Paramount's history dates back to 1912, when Adolph Zukor, the owner of a New York nickelodeon founded  the Famous Players Film Company. A year later, Zukor invested in a film distribution company named Paramount Pictures. The groundbreaking four-reel feature in a time when two reels was the norm propelled Zukor's Famous Players Film Company to great heights, and in the process, transformed the business of entertainment forever. This would be the beginning of Paramount Pictures. Inspired by Zukor's success, Jesse L. Lasky soon teamed with director Cecil B. DeMille to make a film version of the successful stage play The Squaw Man. It was the first feature-length film actually made in Hollywood, and marked the beginning of the Jesse L. Lasky Feature Play Company.

Move To Hollywood

The plan was to shoot the feature film in New Jersey near the new company's headquarters, but it was winter and not the ideal setting for a Western saga. DeMille, who was looking for an adventure, persuaded Lasky to let him take production to Flagstaff, Arizona, but when they arrived, it was snowing.  DeMille continued on to California and rented a barn, from Jacob Stern,  on Vine Street near Sunset Blvd.  On December 29, 1913, shooting began on the first full-length feature film  made in Hollywood, called “The Squaw Man.”


Paramount Pictures

June 28, 1916, Paramount's history was changed forever.  The Jesse L. Lasky Company, which was producing films in Hollywood, merged with Famous Players to form the Famous Players-Lasky Corporation.  The corporation consolidated and audiences began seeing the iconic "Paramount Pictures" label. 

It wasn't long before Hollywood became the movie capitol of the world.  In 1921 Rudolph Valentino claimed his place as one of cinema's most iconic heartthrobs in the silent film The Sheik.  At the time, The Sheik was deemed amoral, but the throngs of female admirers swooning over Valentino quickly overshadowed the criticism and his untimely death from appendicitis earned him a place in film history.
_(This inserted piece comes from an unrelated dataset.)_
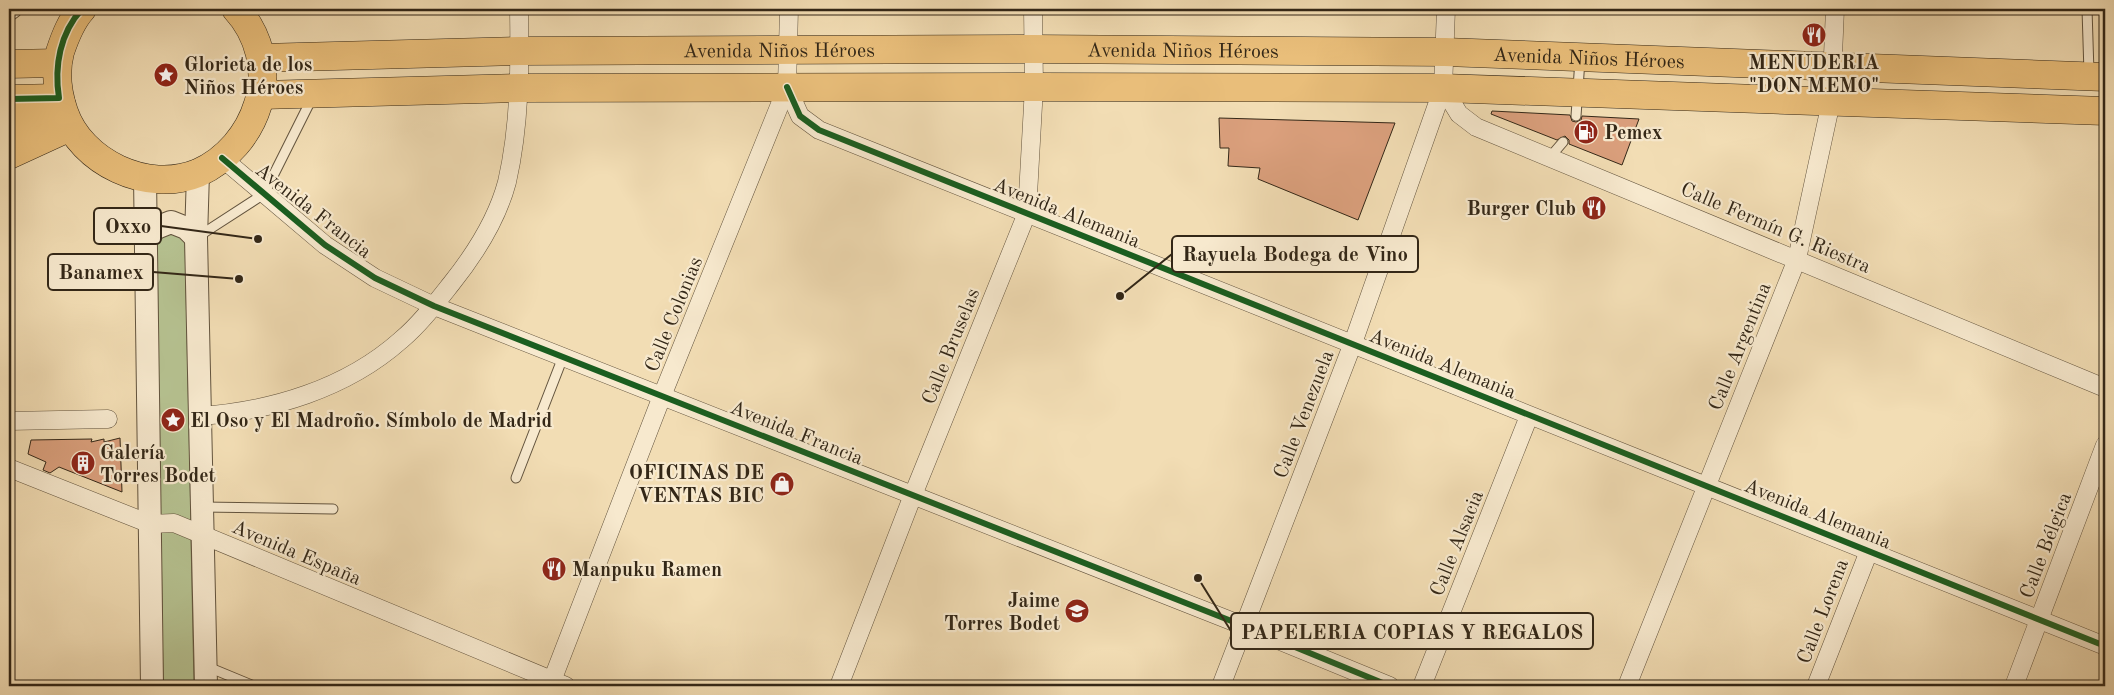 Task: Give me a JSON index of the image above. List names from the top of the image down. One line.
{"streets":{"main road":["Avenida Niños Héroes"],"street":["Avenida Francia","Avenida Alemania","Calle Fermín G. Riestra","Calle Colonias","Calle Bruselas","Calle Argentina","Calle Venezuela","Calle Alsacia","Calle Bélgica","Avenida España","Calle Lorena"]},"crossings":[["Avenida Niños Héroes","Avenida Alemania"],["Avenida Niños Héroes","Calle Fermín G. Riestra"],["Avenida Niños Héroes","Calle Colonias"],["Avenida Niños Héroes","Calle Bruselas"],["Avenida Niños Héroes","Calle Argentina"],["Avenida Niños Héroes","Calle Venezuela"],["Avenida Francia","Calle Colonias"],["Avenida Francia","Calle Bruselas"],["Avenida Francia","Calle Venezuela"],["Avenida Alemania","Calle Colonias"],["Avenida Alemania","Calle Bruselas"],["Avenida Alemania","Calle Argentina"],["Avenida Alemania","Calle Venezuela"],["Avenida Alemania","Calle Alsacia"],["Avenida Alemania","Calle Bélgica"],["Avenida Alemania","Calle Lorena"],["Calle Fermín G. Riestra","Calle Argentina"],["Calle Fermín G. Riestra","Calle Venezuela"],["Calle Colonias","Avenida España"]],"places":{"restaurant":["MENUDERIA \"DON MEMO\"","Burger Club","Manpuku Ramen"],"place":["Glorieta de los Niños Héroes","El Oso y El Madroño. Símbolo de Madrid"],"fuel station":["Pemex"],"other":["Oxxo","Banamex","Rayuela Bodega de Vino","PAPELERIA COPIAS Y REGALOS"],"building":["Galería Torres Bodet"],"shop":["OFICINAS DE VENTAS BIC"],"school or university":["Jaime Torres Bodet"]}}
Cecil B. DeMille made The Ten Commandments twice, first in 1923 (silent B/W) and then in 1956. The latter version was his biggest, most star-studded, and final film.


New Hollywood Studio

With the merger of the Jesse L. Lasky Company and Famous Players, the studio needed larger quarters. Jesse Lasky supervised the construction of a new Hollywood studio on a 26-acre lot  on Marathon Street.  In 1927, the company moved from their old studios on Vine Street to the Marathon Street lot.  The Studio's 1927 release of Wings had groundbreaking aerial footage, and received the very first Academy Award for Best Picture from the members of the Academy of Motion Picture Arts and Sciences.   

Despite the conflicts of World War II, the forties brought Hollywood unprecedented prosperity.  Paramount concentrated on films of the escapist variety, including many war type films.In addition to its commercial success, the forties proved to be a time of critical acclaim for Paramount films.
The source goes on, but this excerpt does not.